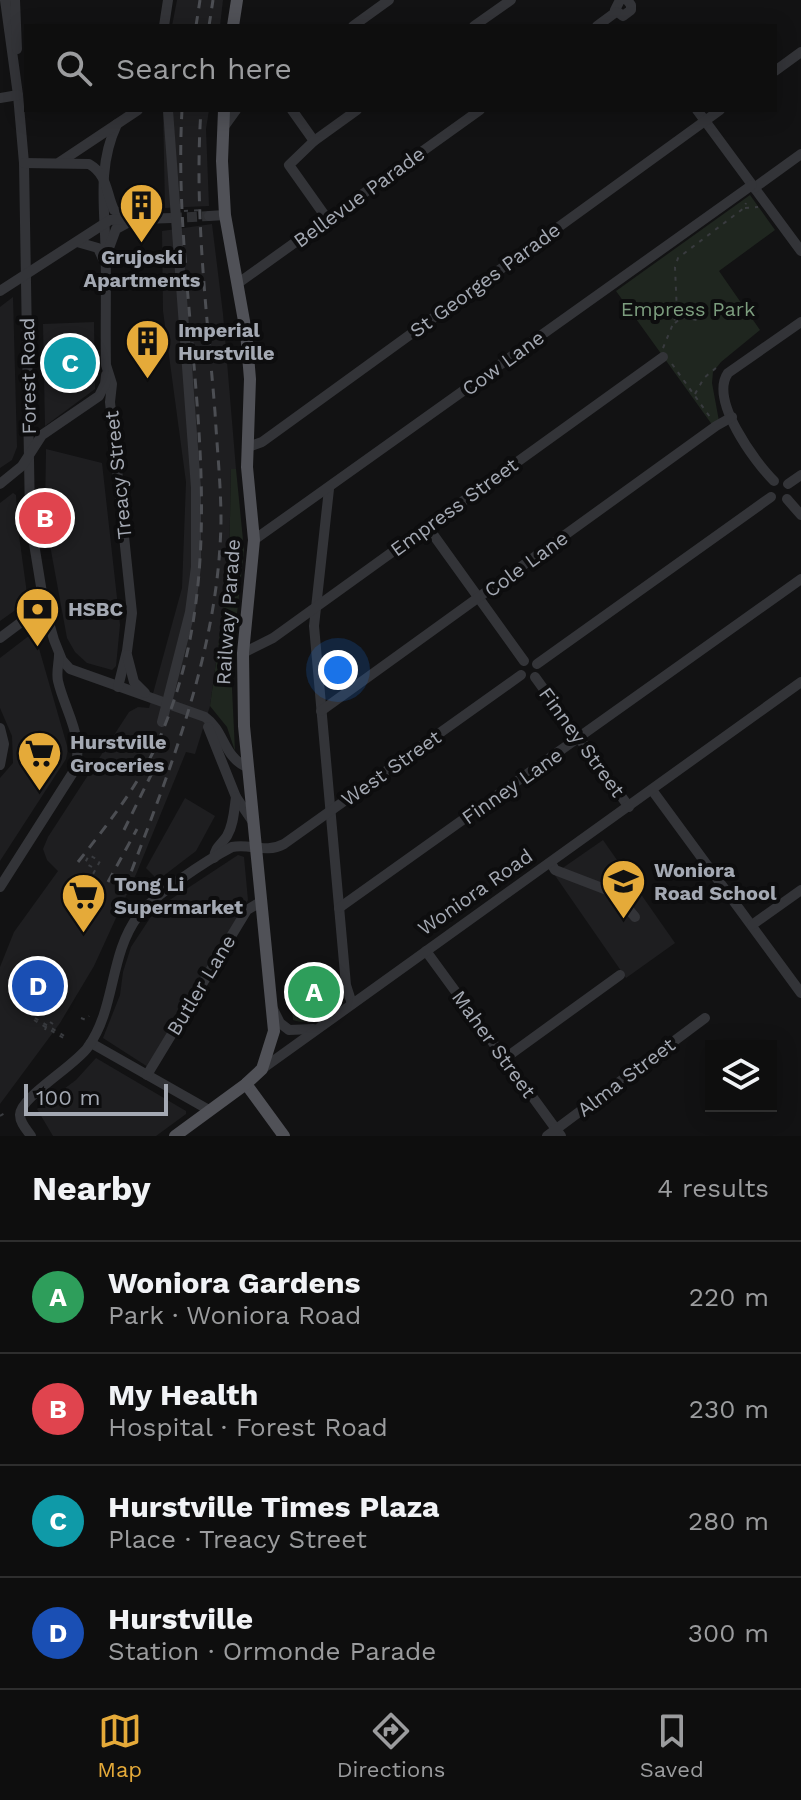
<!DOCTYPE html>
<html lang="en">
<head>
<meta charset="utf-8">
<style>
  :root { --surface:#0e0e0e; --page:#171717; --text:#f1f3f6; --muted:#9b9c9e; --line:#2e2e2e; --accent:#e5aa39 }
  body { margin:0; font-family:"Work Sans",sans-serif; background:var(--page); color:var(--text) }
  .controls { position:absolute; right:24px; bottom:24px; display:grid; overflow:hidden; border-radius:0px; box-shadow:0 4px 20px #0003 }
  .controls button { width:72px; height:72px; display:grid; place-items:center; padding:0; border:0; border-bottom:2px solid var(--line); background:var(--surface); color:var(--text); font:40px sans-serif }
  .scale { position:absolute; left:24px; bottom:20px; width:144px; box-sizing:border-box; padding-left:8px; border:4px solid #a4a9b3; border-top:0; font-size:22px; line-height:28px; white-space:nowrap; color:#a4a9b3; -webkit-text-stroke:6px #0d0d0e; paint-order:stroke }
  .you { position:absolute; left:338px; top:670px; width:28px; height:28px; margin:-20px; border:6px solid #fff; border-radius:50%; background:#1a73e8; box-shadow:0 0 0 12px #1a73e833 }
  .badge { display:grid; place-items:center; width:52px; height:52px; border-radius:50%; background:var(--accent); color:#fff; font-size:26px; font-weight:700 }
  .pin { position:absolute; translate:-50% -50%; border:4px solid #fff; box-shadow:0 2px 8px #0006 }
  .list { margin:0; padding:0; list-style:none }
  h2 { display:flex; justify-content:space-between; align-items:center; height:104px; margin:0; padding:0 32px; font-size:34px }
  h2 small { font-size:26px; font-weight:400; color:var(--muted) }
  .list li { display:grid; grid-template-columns:52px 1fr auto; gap:24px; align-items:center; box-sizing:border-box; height:112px; padding:0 32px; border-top:2px solid var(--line) }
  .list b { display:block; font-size:30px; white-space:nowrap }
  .list p { margin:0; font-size:26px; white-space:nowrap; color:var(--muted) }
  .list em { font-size:26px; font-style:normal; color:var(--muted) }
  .icon { flex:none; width:44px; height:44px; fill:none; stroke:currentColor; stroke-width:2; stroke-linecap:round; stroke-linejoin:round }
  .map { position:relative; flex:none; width:801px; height:1136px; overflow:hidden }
  .search { position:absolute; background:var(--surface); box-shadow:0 4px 20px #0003; left:24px; right:24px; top:24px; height:88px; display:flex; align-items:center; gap:20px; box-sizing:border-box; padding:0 28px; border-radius:0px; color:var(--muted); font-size:30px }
  .sheet { height:552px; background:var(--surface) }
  nav { display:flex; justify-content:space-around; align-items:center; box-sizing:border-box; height:112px; border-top:2px solid var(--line); background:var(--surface); font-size:22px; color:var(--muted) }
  nav a { display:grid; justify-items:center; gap:4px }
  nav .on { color:var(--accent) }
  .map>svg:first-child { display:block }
</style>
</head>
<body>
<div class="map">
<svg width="801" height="1136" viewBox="0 0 801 1136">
  <rect width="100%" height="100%" fill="#121213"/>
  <g fill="#1e1e20">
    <path d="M177,0H223L220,26H172Z"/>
    <path d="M163,110H209L206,129L209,206L165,208Z"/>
    <path d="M212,224L223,314L236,469H231L229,567L210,706L195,754L186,752L137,872L94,966L60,1023L0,1104V967L14,932L58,871L47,860L43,849L48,837L129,712L138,707L149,708L182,588L186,482L163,311L162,231Z"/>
    <path d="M13,297L17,447L12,460L0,468V307Z"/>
    <path d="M94,322L95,389L45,426L43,324Z"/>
    <path d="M46,449L102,463L120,625L116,666L112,670L87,663L75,652L67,638L45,518Z"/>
    <path d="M13,493L16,495L18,528L28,601L0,621V503Z"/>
    <path d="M30,635L36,638L68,749L66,759L0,861V778L13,763L12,736L0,708V658Z"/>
    <path d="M185,798L215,816L196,851L158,880L146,868Z"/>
    <path d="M603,840L675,943L626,978L554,874Z"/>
    <path d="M238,855L244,857L248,900L148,1067L103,1038L120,995L123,972L131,947L156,909Z"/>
    <path d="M96,1058L186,1111V1114L156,1136H53L37,1109L76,1080Z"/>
  </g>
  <g fill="#1f261f">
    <path d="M750,195L775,230L719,271L760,330L721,362L713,372L712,383L719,421L713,426L616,291Z"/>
    <path d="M231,469H236L244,550L231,668L235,751L227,727L210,706L229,567Z"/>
    <path d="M336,976L338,1003C324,1012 311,1027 293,1020L290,981Z"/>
  </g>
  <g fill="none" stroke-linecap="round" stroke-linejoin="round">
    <path stroke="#2f3033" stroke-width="10" stroke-dasharray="10 5" stroke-linecap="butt" d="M172,218L209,216"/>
    <g stroke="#393b3f" stroke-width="2" stroke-dasharray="4 6" stroke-linecap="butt">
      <path d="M745,208L758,207"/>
      <path d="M184,211L202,210"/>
      <path d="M675,323L682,317L702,321"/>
      <path d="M663,348L677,314L675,267L678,258L744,208L746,203"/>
      <path d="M672,364L710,417"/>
      <path d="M695,394L704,378L717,367"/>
      <path d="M92,867L85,863L89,855L100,861L92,876"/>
      <path d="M117,888L118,885"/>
      <path d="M35,1018L66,1037"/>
      <path d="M81,1018L86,1020L89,1016"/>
      <path d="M34,1020L65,1039"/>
      <path d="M50,1022L53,1024"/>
      <path d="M45,1030L48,1022"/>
      <path d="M0,1116L5,1113"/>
    </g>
    <g stroke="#333438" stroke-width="10">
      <path d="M5,0L18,95L24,163L30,519L44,605L54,640L62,660L70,669L205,717C225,731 223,757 247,767"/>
      <path d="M15,0L17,49"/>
      <path d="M620,0L615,10L623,16L631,10V5L627,0"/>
      <path d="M164,26L168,0"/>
      <path d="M353,26L389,0"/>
      <path d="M474,26L511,0"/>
      <path d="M597,26L616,12"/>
      <path d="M775,71L801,52"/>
      <path d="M0,98L18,95"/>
      <path d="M292,110L314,141"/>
      <path d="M697,110L801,251"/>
      <path d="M117,124C100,160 103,195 105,234C107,277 105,321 106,365L112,384L110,402L132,613L127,651L118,687"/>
      <path d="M223,128L236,110"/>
      <path d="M60,162L138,110"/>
      <path d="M24,163L89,164C108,175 106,193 114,210L125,217"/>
      <path d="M754,188L801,154"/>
      <path d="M209,216L225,215"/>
      <path d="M328,220L289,165L314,141L357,110"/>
      <path d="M77,242L98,248L103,259"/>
      <path d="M109,248L116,229L129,222"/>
      <path d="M237,284L480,110"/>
      <path d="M0,291L110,220L172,218"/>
      <path d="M248,447L262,442L720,110"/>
      <path d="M774,481C755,462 709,400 728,373L801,322"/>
      <path d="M0,484L22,466L42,435L99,396L105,384L106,375"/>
      <path d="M788,484L801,475"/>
      <path d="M329,489L314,626L346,985L352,1004"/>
      <path d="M787,499L801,515"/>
      <path d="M427,526L524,661"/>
      <path d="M254,540L752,185"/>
      <path d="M0,638L44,605"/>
      <path d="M243,653L273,638L663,357"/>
      <path d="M127,655L134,682L145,693"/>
      <path d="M537,664L771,497"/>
      <path d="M535,677L629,807"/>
      <path d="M321,711L716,426L732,417"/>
      <path d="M162,722L190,612L196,567V488L168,110"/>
      <path d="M208,727L236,797L253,822"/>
      <path d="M0,728L4,744L0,765"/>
      <path d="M652,790L801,993"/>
      <path d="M214,858C215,847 221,845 227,836C234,824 234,810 236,797"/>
      <path d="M551,863L555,870L615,893L635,917"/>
      <path d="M0,887L72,774C88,742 65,712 58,681C56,672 59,663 59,655"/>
      <path d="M339,908L801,579"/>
      <path d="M752,925L801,890"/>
      <path d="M426,951L561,1136"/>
      <path d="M273,1009L280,1023L289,1030L313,1029"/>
      <path d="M91,1043L209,1110"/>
      <path d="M504,1059L620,975"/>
      <path d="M262,1069L801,682"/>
      <path d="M147,1075L247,910L262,901"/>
      <path d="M31,1136C27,1130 20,1123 20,1115C19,1098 76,1065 88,1047C116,1008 109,955 138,916C155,894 207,860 232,847C250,843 265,854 284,844L521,675"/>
      <path d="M547,1136L705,1018"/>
    </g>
    <g stroke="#505157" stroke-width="12">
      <path d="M233,26L237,0"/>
      <path d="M246,1084L284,1136"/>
      <path d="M175,1136L246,1084L262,1069L274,1031L244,726L243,653L254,540L247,467L250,379L246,332L225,215L222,161L224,110"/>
    </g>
    <g stroke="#4c4e53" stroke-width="3" stroke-dasharray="10 8" stroke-linecap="butt">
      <path d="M196,26L200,0"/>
      <path d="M209,26L213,0"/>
      <path d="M124,830L152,773"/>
      <path d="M78,862C107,825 136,789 156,746C248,546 170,321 182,110"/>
      <path d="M108,882L137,829"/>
      <path d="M125,888C170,769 219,650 221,521C221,485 217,448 215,412C207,312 194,211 201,110"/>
    </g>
  </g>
  <defs>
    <symbol id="building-pin" viewBox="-11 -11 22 30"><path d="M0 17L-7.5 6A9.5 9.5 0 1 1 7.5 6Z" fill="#e5aa39" stroke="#0d0d0e"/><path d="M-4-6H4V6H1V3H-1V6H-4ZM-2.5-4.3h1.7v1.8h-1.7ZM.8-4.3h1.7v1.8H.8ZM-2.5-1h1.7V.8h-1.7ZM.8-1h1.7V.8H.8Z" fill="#111"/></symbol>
    <symbol id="bank-pin" viewBox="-11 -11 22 30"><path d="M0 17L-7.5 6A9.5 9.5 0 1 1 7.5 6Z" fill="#e5aa39" stroke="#0d0d0e"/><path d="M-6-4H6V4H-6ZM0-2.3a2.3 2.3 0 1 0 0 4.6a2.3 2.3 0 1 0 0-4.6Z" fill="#111"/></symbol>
    <symbol id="supermarket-pin" viewBox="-11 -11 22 30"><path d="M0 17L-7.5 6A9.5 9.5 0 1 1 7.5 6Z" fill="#e5aa39" stroke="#0d0d0e"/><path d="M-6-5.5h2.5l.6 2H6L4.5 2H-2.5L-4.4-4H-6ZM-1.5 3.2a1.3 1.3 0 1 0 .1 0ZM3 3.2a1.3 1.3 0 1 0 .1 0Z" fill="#111"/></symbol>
    <symbol id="school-pin" viewBox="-11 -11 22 30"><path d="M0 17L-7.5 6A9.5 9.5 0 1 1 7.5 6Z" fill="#e5aa39" stroke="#0d0d0e"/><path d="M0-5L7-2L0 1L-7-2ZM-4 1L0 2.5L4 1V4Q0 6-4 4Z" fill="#111"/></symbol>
  </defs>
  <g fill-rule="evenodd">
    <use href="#building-pin" x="116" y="180" width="51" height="69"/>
    <use href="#building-pin" x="122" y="316" width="51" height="69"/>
    <use href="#bank-pin" x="12" y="584" width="51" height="69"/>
    <use href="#supermarket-pin" x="14" y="728" width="51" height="69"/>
    <use href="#school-pin" x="598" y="856" width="51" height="69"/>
    <use href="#supermarket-pin" x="58" y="870" width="51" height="69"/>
  </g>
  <g text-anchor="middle" stroke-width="8" stroke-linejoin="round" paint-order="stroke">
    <g font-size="20" fill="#a4a9b3" stroke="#0d0d0e">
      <text transform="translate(359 197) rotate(-36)" y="7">Bellevue Parade</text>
      <text transform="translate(485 280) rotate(-36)" y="7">St Georges Parade</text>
      <text transform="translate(503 363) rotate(-36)" y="7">Cow Lane</text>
      <text transform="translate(28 376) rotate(-91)" y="7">Forest Road</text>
      <text transform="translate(118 475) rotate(-96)" y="7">Treacy Street</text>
      <text transform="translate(454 507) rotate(-36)" y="7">Empress Street</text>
      <text transform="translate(526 564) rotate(-36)" y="7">Cole Lane</text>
      <text transform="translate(228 612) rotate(-86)" y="7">Railway Parade</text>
      <text transform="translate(582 742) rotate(54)" y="7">Finney Street</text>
      <text transform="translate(391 768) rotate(-35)" y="7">West Street</text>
      <text transform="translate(512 786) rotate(-35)" y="7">Finney Lane</text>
      <text transform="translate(475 892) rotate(-35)" y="7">Woniora Road</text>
      <text transform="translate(201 985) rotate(-59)" y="7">Butler Lane</text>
      <text transform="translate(494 1044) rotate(54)" y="7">Maher Street</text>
      <text transform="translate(626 1077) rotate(-37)" y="7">Alma Street</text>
    </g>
    <g font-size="20" font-weight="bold" fill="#a4a9b3" stroke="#0d0d0e" text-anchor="start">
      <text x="142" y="264" text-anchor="middle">Grujoski<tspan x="142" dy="23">Apartments</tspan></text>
      <text x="178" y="337">Imperial<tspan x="178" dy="23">Hurstville</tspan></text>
      <text x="68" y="616">HSBC</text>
      <text x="70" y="749">Hurstville<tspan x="70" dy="23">Groceries</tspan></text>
      <text x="654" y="877">Woniora<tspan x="654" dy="23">Road School</tspan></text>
      <text x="114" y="891">Tong Li<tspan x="114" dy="23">Supermarket</tspan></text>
    </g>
    <g font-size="20" fill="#7c9d7e" stroke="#0d0d0e">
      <text x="688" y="316">Empress Park</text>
    </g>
  </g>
</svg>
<div class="controls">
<button><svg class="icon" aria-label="layers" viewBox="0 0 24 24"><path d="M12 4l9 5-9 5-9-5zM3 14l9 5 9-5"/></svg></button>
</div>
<div class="scale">100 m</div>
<div class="you"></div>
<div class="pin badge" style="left:314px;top:992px;background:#2e9e5b">A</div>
<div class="pin badge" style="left:45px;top:518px;background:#e0444e">B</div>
<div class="pin badge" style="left:70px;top:363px;background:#0f9aa8">C</div>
<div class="pin badge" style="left:38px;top:986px;background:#1a4fb4">D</div>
<div class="search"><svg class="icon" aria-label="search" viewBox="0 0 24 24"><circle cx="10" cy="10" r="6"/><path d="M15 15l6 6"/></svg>Search here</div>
</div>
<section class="sheet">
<h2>Nearby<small>4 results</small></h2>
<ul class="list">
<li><span class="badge" style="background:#2e9e5b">A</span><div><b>Woniora Gardens</b><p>Park · Woniora Road</p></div><em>220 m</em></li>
<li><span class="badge" style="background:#e0444e">B</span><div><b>My Health</b><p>Hospital · Forest Road</p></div><em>230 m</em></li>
<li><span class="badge" style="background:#0f9aa8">C</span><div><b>Hurstville Times Plaza</b><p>Place · Treacy Street</p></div><em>280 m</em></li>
<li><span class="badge" style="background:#1a4fb4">D</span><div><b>Hurstville</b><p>Station · Ormonde Parade</p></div><em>300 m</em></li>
</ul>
</section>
<nav>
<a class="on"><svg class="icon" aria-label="map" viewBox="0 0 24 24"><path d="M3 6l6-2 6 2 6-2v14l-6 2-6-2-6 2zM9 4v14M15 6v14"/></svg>Map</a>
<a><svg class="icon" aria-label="directions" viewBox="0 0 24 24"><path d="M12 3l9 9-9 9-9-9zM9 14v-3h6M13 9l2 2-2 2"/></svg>Directions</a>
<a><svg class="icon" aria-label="saved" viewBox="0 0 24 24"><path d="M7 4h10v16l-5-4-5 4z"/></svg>Saved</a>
</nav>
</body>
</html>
────────
_What the exercise asks_.
Filter the records above for the string "serif" and copy each matching line.

_Answer to this problem_.
  body { margin:0; font-family:"Work Sans",sans-serif; background:var(--page); color:var(--text) }
  .controls button { width:72px; height:72px; display:grid; place-items:center; padding:0; border:0; border-bottom:2px solid var(--line); background:var(--surface); color:var(--text); font:40px sans-serif }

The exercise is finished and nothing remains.